▶

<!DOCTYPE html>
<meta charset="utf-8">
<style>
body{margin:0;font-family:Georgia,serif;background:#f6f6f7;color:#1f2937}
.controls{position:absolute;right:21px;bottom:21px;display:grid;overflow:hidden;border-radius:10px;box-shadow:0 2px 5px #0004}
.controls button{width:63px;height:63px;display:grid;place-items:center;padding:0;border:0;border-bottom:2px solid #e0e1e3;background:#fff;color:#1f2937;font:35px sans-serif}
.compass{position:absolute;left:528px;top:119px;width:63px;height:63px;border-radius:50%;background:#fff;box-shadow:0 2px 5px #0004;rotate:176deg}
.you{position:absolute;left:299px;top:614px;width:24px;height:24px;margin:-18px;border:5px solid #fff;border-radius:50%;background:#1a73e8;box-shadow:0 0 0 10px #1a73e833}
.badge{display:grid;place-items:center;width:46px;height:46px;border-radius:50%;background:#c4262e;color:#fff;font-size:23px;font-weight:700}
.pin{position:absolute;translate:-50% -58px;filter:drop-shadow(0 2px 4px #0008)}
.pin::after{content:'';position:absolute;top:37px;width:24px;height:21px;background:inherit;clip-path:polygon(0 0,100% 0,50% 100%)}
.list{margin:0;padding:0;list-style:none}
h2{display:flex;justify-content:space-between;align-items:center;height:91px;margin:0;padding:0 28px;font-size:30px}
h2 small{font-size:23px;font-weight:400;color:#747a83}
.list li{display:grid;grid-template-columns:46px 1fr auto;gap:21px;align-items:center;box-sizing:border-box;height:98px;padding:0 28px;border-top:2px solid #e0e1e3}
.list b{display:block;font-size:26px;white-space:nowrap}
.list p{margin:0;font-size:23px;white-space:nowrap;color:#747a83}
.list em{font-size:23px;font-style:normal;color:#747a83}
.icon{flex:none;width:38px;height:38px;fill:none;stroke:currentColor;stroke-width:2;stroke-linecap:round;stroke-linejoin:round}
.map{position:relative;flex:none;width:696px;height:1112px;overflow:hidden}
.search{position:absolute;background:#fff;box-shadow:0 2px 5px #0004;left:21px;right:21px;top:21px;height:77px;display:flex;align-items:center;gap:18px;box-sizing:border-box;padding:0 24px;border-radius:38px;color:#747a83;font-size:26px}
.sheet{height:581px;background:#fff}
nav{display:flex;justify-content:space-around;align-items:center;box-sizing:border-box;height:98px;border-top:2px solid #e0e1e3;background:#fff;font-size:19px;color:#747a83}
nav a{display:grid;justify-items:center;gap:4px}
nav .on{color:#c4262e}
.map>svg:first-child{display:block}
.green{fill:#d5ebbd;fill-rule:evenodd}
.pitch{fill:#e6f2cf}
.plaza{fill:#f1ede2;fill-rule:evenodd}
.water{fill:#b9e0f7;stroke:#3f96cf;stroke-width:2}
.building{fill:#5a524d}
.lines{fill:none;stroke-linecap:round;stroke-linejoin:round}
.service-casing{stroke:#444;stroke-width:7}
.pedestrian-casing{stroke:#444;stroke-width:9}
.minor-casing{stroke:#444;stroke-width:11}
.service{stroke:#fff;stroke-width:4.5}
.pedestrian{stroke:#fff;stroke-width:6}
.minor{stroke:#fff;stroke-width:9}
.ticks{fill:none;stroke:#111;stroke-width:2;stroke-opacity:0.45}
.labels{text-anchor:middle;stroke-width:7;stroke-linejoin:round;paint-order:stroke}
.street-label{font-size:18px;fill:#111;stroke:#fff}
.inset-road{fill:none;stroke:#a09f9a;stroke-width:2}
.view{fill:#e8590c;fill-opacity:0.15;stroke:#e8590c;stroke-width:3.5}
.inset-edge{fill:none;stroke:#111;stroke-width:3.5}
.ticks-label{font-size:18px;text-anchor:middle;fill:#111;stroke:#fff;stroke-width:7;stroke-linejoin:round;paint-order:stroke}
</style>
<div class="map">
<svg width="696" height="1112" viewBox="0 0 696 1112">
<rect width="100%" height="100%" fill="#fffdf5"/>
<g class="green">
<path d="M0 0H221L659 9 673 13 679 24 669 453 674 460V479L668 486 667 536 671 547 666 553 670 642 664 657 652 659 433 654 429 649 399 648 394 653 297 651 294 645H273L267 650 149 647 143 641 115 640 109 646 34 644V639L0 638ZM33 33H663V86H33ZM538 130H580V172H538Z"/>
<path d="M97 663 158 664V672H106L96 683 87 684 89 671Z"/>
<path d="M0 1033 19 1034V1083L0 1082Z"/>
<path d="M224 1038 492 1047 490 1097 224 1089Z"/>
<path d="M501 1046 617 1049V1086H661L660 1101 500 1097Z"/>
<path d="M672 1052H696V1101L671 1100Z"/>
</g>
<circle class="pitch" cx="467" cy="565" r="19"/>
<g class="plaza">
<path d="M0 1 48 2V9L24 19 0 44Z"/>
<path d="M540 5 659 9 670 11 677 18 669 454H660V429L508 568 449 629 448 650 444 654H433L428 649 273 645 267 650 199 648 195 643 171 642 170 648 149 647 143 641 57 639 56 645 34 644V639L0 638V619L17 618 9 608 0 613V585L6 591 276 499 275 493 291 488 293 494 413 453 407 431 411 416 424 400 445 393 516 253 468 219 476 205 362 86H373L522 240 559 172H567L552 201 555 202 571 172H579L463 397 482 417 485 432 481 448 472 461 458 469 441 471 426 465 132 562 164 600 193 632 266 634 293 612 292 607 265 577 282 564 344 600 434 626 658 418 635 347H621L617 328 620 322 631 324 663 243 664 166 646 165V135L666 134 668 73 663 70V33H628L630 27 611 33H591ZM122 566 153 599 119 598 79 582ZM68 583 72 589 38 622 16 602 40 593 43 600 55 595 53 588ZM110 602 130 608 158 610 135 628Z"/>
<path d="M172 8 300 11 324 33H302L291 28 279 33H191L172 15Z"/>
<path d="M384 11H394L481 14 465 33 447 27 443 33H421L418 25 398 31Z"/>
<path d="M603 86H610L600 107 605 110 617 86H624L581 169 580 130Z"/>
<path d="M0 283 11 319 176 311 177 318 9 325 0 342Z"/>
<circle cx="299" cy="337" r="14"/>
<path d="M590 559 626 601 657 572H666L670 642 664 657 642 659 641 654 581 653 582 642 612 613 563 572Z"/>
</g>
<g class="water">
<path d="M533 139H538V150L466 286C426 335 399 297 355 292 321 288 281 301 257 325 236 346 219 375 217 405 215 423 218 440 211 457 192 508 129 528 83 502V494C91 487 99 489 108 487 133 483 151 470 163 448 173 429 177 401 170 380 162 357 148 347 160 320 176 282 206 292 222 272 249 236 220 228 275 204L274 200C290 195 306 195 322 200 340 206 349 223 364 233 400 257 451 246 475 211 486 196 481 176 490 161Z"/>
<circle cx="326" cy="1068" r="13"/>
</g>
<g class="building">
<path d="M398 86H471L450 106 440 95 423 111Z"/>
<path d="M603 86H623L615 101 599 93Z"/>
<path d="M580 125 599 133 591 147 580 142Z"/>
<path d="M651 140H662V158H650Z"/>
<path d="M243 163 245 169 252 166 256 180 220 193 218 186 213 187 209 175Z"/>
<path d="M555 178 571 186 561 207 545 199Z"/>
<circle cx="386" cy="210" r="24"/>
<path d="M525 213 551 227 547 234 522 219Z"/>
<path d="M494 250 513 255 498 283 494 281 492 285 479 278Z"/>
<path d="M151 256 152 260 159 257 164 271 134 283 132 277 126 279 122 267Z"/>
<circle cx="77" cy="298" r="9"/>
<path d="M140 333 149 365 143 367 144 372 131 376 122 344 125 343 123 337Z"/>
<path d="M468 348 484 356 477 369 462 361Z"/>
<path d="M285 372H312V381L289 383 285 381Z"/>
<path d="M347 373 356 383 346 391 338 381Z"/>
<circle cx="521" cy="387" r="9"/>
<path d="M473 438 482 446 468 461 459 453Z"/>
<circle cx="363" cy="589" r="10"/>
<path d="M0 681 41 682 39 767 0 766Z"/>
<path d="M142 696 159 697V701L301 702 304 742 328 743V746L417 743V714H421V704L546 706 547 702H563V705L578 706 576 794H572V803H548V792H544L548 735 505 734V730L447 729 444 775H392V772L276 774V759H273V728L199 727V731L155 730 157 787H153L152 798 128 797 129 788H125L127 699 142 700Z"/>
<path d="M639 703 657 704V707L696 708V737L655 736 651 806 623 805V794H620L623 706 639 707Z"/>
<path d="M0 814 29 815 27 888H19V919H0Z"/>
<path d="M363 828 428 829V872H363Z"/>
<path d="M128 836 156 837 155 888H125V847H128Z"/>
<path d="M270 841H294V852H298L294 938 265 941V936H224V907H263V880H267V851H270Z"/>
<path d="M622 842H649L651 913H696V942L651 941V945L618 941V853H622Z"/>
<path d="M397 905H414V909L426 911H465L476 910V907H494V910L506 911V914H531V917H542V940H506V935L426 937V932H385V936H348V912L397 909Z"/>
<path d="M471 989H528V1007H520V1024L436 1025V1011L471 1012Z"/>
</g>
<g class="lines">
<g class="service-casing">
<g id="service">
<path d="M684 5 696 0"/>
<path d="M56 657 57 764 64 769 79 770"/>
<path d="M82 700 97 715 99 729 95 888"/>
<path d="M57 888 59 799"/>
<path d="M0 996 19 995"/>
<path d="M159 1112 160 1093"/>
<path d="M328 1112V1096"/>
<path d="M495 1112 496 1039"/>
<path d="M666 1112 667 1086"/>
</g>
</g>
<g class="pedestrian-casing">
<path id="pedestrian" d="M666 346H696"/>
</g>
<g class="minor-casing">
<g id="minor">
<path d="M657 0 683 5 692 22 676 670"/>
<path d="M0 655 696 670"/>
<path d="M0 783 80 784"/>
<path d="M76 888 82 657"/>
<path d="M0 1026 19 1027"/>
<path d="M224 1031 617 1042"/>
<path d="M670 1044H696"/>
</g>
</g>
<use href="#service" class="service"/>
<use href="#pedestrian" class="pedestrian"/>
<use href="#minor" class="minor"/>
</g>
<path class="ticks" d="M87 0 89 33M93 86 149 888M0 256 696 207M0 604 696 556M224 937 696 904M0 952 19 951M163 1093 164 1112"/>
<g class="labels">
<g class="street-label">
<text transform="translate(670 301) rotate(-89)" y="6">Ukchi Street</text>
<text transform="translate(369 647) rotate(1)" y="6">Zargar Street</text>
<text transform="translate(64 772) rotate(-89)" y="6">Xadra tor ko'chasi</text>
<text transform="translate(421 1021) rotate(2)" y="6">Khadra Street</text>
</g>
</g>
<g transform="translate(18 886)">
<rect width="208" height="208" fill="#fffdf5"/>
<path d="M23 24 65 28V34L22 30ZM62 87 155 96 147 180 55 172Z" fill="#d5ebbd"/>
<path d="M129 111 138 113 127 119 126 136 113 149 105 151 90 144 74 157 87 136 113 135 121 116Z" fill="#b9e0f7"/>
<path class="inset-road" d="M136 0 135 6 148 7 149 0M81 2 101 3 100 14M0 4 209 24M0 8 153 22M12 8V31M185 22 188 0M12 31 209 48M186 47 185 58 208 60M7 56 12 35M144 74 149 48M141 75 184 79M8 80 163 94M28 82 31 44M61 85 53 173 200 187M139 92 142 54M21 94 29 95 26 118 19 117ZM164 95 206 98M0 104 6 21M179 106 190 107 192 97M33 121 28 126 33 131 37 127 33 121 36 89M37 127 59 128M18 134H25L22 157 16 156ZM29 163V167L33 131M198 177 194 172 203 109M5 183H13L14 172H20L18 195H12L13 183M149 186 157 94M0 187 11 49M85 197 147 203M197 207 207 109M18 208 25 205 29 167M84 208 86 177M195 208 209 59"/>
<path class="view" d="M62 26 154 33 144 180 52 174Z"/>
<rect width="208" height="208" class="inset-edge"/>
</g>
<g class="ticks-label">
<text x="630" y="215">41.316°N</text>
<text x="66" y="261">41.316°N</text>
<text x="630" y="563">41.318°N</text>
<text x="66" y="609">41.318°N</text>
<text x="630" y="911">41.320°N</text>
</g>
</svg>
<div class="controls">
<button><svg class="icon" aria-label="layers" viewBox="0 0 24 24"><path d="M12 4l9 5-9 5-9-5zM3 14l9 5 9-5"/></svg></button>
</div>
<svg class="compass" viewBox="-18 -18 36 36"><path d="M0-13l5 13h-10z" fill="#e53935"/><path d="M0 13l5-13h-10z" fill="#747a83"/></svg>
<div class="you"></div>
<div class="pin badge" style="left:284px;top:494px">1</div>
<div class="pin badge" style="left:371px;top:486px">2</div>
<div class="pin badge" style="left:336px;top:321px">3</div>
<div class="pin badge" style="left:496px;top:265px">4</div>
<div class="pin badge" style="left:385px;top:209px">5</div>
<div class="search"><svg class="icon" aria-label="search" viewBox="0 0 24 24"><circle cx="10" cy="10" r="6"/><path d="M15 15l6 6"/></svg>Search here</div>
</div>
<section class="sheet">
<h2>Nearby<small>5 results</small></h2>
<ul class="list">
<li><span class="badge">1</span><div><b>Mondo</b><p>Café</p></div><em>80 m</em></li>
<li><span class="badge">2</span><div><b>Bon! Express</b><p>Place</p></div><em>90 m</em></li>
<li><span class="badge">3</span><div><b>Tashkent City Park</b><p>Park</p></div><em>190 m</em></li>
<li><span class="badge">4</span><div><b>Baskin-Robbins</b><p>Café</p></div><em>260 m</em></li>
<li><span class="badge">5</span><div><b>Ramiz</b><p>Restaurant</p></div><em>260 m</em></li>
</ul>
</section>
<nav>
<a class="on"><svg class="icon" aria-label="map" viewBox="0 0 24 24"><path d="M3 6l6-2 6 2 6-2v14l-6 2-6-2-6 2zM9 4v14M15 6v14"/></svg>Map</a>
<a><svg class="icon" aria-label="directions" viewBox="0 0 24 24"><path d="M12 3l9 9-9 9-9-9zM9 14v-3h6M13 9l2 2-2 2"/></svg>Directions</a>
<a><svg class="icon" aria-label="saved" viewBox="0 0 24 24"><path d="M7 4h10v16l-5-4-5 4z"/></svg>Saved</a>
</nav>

◀

__Your objective__:
Among the entries, find every line holding "lines" and return it.

__Final answer__:
.lines{fill:none;stroke-linecap:round;stroke-linejoin:round}
<g class="lines">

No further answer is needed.